Share this Job

Quality Control Analyst I

Date: Mar 15, 2019

Location: Chennai, IN, 600113

Company: Teva Pharmaceuticals

Company Info

Teva is a global pharmaceutical leader and the world’s largest generic medicines producer, committed to improving health and increasing access to quality health solutions worldwide.  Our employees are at the core of our success, with colleagues in over 80 countries delivering the world’s largest medicine cabinet to 200 million people every day. We offer a uniquely diverse portfolio of products and solutions for patients and we’ve built a promising pipeline centered around our core therapeutic areas.  We are continually developing patient-centric solutions and significantly growing both our generic and specialty medicines business through investment in research and development, marketing, business development and innovation.  This is how we improve health and enable people to live better, healthier lives.  Join us on our journey of growth!

Job Description

Job Description: Quality Control Analyst I

Role and Responsibilities: 

  1. Performing Stability analysis, Method transfer and Method Validation.
  1. Preparation and review of Method Transfer Protocols, Standard Testing Procedure, Specifications, Test Data Sheet for Stability Analysis, Method transfer and Method Validation, Stability Summary Reports and any document related to stability analysis, method transfer and method validation in compliance with current guidelines.
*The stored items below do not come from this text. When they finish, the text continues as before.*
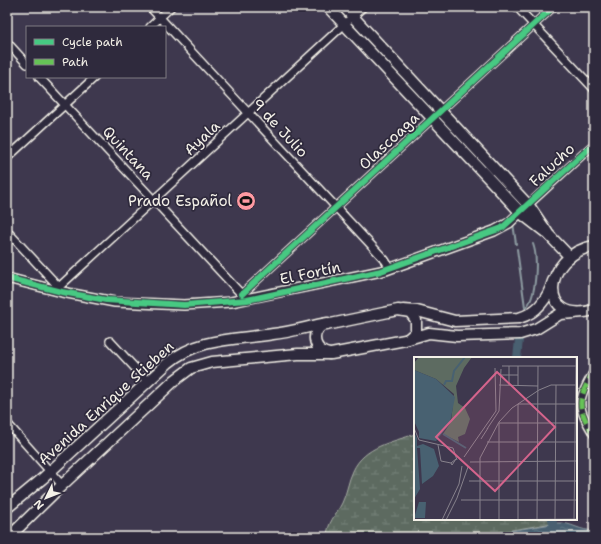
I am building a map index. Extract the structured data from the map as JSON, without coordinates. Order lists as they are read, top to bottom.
{
  "streets": {
    "main road": ["Avenida Enrique Stieben"],
    "street": [
      "9 de Julio",
      "Ayala",
      "Olascoaga",
      "Quintana",
      "Falucho",
      "El Fortín"
    ]
  },
  "crossings": [
    ["9 de Julio", "Ayala"],
    ["9 de Julio", "Olascoaga"],
    ["9 de Julio", "El Fortín"],
    ["Ayala", "Quintana"],
    ["Ayala", "El Fortín"],
    ["Olascoaga", "Quintana"],
    ["Olascoaga", "El Fortín"],
    ["Quintana", "El Fortín"],
    ["Falucho", "El Fortín"]
  ],
  "places": {
    "sports": ["Prado Español"]
  },
  "legend": ["Cycle path", "Path"],
  "north": "bottom left"
}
Review and maintenance of  all logbooks of  the department
  1. Preparation of departmental SOP’s in compliance with current guidelines. Review of departmental SOP’s, training of analysts and other technical staff and review validation of data transfer, data management using computer systems.
  1. Preparation and review of validation protocols in compliance with current guidelines.
  1. Calibration and validation of all instruments / equipments.
  1. Procurement of columns, chemicals/ reagents/ solvents and standards for various stability analysis, method transfer and method validations.

 

Function

Quality

Qualifications

  1. Must have prior experience in analysis stability, finished samples handling of HPLC, GC and Dissolution.
  2. Ability to be performance/target/goal oriented.
  3. Must have 4- 7 years of work experience in Quality Control Formulations
  4. Must be a Post Graduate in Industrial Chemistry/B.Pharm or M.Sc.
  5. Must possess good communication skills and be performance driven
 

Sub Function

Manufacturing Quality Control

Reports To

In process of validation

Teva’s Equal Employment Opportunity Commitment

Teva Pharmaceuticals is committed to equal opportunity in employment. It is Teva's global policy that equal employment opportunity be provided without regard to age, race, creed, color, religion, sex, disability, pregnancy, medical condition, sexual orientation, gender identity or expression, ancestry, veteran status, national or ethnic origin or any other legally recognized status entitled to protection under applicable laws.